Methods: mRNA and protein expression, methylation, survival benefits, and immune cell infiltration were analyzed using bioinformatics tools across all tumors from The Cancer Genome Atlas. NPY methylation in CRC was further validated in CRC tissues, fecal samples, and cell lines. Analyses of NPY methylation were performed using Sequenome EpiTYPER and quantitative PCR. Retrieval of NPY expression in cell lines was tested using real-time PCR and western blotting.

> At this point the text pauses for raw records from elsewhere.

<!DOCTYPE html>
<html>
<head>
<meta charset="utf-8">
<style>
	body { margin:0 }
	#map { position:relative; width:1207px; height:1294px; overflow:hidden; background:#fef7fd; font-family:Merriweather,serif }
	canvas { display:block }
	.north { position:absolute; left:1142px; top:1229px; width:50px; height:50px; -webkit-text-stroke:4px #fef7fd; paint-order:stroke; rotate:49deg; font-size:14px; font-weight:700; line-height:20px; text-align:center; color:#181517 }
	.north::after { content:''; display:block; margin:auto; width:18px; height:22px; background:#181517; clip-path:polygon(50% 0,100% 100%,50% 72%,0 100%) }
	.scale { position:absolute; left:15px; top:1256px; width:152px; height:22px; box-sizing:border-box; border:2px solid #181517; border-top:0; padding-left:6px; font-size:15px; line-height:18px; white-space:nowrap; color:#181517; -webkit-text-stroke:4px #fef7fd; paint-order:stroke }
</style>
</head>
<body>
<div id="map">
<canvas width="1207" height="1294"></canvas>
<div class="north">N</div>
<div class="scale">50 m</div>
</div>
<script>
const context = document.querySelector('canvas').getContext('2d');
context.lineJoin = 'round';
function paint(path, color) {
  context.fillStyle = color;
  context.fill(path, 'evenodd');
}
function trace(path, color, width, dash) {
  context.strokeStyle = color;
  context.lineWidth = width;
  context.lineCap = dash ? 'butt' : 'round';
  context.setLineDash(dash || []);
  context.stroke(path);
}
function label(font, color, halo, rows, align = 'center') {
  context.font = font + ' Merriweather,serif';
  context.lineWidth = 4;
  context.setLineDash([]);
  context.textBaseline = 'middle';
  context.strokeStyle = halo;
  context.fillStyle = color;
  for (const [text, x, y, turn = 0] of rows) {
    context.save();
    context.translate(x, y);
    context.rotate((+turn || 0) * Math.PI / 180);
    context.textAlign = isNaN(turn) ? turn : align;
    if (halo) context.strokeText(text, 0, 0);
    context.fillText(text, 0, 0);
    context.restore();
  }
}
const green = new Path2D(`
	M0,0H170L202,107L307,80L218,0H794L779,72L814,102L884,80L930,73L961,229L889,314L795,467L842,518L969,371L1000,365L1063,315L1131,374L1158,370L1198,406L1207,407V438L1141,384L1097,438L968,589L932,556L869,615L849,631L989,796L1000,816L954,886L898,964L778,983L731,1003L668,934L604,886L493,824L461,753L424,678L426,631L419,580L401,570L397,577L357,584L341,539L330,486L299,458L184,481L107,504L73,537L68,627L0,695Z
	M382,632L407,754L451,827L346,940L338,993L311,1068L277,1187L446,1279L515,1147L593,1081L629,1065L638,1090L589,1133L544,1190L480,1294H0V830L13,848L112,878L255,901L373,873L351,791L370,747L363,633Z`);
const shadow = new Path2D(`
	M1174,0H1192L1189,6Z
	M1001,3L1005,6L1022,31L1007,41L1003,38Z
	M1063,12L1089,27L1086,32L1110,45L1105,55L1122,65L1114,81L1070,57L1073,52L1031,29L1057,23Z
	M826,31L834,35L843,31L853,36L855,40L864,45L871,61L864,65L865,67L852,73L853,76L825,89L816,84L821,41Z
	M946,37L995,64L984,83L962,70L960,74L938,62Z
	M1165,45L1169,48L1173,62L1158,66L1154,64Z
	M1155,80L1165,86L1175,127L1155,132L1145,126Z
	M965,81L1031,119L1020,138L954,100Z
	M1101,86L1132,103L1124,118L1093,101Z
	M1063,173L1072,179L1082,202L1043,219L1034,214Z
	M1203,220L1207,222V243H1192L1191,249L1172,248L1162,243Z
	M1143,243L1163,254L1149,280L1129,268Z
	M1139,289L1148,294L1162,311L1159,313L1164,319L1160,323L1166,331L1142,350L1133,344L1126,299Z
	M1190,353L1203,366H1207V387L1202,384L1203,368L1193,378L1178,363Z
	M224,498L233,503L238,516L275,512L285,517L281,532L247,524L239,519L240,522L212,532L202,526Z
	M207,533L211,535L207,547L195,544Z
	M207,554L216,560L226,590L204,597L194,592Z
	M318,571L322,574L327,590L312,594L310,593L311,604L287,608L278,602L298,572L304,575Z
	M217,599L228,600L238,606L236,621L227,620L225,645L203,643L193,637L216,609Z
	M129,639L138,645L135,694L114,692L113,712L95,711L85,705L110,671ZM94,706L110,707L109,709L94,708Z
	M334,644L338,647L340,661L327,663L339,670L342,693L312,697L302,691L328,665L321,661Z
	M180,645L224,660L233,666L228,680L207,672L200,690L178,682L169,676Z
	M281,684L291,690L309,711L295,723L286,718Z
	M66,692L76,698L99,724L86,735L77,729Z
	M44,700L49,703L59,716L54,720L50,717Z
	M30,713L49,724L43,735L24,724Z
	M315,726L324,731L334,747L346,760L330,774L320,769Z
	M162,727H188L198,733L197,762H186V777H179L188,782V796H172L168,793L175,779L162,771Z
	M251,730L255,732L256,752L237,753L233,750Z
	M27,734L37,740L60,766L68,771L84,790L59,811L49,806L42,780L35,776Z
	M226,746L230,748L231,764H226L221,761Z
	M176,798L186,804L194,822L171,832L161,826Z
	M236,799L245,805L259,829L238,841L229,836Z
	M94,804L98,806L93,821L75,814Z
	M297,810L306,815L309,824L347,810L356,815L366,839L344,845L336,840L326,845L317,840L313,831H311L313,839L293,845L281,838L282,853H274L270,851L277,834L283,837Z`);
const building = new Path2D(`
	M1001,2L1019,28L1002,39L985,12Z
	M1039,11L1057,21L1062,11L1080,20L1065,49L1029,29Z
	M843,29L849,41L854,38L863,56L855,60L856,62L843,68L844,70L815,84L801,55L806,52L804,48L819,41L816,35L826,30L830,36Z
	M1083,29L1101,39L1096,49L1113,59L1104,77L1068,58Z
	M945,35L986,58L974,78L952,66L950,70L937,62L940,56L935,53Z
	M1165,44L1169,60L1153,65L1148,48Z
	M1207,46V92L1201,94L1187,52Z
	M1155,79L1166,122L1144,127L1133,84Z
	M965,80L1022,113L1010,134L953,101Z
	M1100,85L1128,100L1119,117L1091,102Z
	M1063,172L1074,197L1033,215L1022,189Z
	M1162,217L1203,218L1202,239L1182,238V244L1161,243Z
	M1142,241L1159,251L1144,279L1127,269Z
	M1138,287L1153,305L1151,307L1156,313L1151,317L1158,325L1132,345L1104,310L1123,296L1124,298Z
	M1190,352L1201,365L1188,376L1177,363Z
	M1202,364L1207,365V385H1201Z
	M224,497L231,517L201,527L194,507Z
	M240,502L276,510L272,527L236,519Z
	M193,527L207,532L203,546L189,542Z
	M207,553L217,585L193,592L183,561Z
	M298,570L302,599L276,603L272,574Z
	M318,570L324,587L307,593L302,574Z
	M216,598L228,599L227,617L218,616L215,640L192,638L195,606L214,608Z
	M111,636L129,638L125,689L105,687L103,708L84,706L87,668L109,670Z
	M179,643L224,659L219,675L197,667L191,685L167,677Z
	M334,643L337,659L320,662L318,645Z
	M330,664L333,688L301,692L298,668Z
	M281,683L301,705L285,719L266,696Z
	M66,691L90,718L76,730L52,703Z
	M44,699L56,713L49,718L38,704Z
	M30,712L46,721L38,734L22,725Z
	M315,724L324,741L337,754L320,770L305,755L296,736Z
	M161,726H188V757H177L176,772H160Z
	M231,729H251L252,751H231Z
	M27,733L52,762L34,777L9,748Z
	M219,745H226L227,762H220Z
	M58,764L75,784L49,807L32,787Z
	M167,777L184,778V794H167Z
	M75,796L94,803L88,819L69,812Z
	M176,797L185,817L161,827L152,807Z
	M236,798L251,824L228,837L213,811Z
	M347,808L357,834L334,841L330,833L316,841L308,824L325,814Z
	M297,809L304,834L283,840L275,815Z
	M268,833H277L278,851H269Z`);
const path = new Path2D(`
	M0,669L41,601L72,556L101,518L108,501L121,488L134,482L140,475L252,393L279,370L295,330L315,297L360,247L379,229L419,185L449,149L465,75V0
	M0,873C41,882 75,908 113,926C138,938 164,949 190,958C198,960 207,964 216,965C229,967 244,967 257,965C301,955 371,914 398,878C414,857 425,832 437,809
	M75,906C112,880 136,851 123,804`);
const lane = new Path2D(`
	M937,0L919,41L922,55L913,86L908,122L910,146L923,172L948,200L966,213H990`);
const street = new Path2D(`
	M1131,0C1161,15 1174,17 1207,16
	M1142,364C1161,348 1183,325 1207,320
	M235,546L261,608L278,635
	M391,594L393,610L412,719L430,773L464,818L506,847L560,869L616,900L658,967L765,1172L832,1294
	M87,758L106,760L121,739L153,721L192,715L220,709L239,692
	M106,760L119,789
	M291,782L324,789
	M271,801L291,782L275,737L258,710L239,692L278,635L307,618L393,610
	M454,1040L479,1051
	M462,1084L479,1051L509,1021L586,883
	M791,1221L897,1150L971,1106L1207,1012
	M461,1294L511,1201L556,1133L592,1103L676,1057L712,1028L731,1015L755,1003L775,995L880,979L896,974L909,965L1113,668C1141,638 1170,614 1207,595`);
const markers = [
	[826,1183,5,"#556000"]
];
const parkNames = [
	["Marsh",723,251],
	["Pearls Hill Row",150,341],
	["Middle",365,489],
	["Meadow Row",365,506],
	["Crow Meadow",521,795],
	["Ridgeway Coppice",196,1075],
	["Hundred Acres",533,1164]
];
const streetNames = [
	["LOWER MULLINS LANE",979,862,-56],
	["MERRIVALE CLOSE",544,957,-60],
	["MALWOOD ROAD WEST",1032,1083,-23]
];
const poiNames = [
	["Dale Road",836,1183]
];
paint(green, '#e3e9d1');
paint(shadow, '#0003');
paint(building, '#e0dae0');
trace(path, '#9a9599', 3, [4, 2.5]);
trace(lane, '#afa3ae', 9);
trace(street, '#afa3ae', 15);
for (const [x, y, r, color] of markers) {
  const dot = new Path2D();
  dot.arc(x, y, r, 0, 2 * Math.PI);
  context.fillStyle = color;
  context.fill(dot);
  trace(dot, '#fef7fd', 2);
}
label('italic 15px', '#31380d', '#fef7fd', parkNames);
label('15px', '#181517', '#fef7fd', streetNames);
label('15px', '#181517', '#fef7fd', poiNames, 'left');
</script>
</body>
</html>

Results: Bioinformatic analysis showed that the methylation level of NPY increased in most carcinomas (P<0.05). Moreover, statistical correlations were observed between NPY transcriptional expression and CD4⁺ T cells, macrophages, and dendritic cells in colon cancer (P<0.05). Similar results were obtained for CD4⁺ T cells, neutrophils, and NPY in rectal cancer (P<0.05). Our results showed that NPY was hypermethylated in CRC tissues and fecal exfoliated cells (P<0.05). Fecal NPY methylation was observed in 82.5% sensitive for primary tumors, 46.3% for intestinal polyps (including adenomatous, serrated, and inflammatory polyps), and 23.4% of healthy controls. Overall, fecal NPY methylation was 76.6% specific. For cell lines, in vivo experiments demonstrated that 5-aza-2′-deoxycytidine downregulated the methylation of NPY and restored its mRNA level (P<0.05).

Conclusions: This study indicates that NPY is hypermethylated in CRC, and that NPY methylation in fecal DNA is a potential noninvasive diagnostic biomarker for Chinese patients with CRC.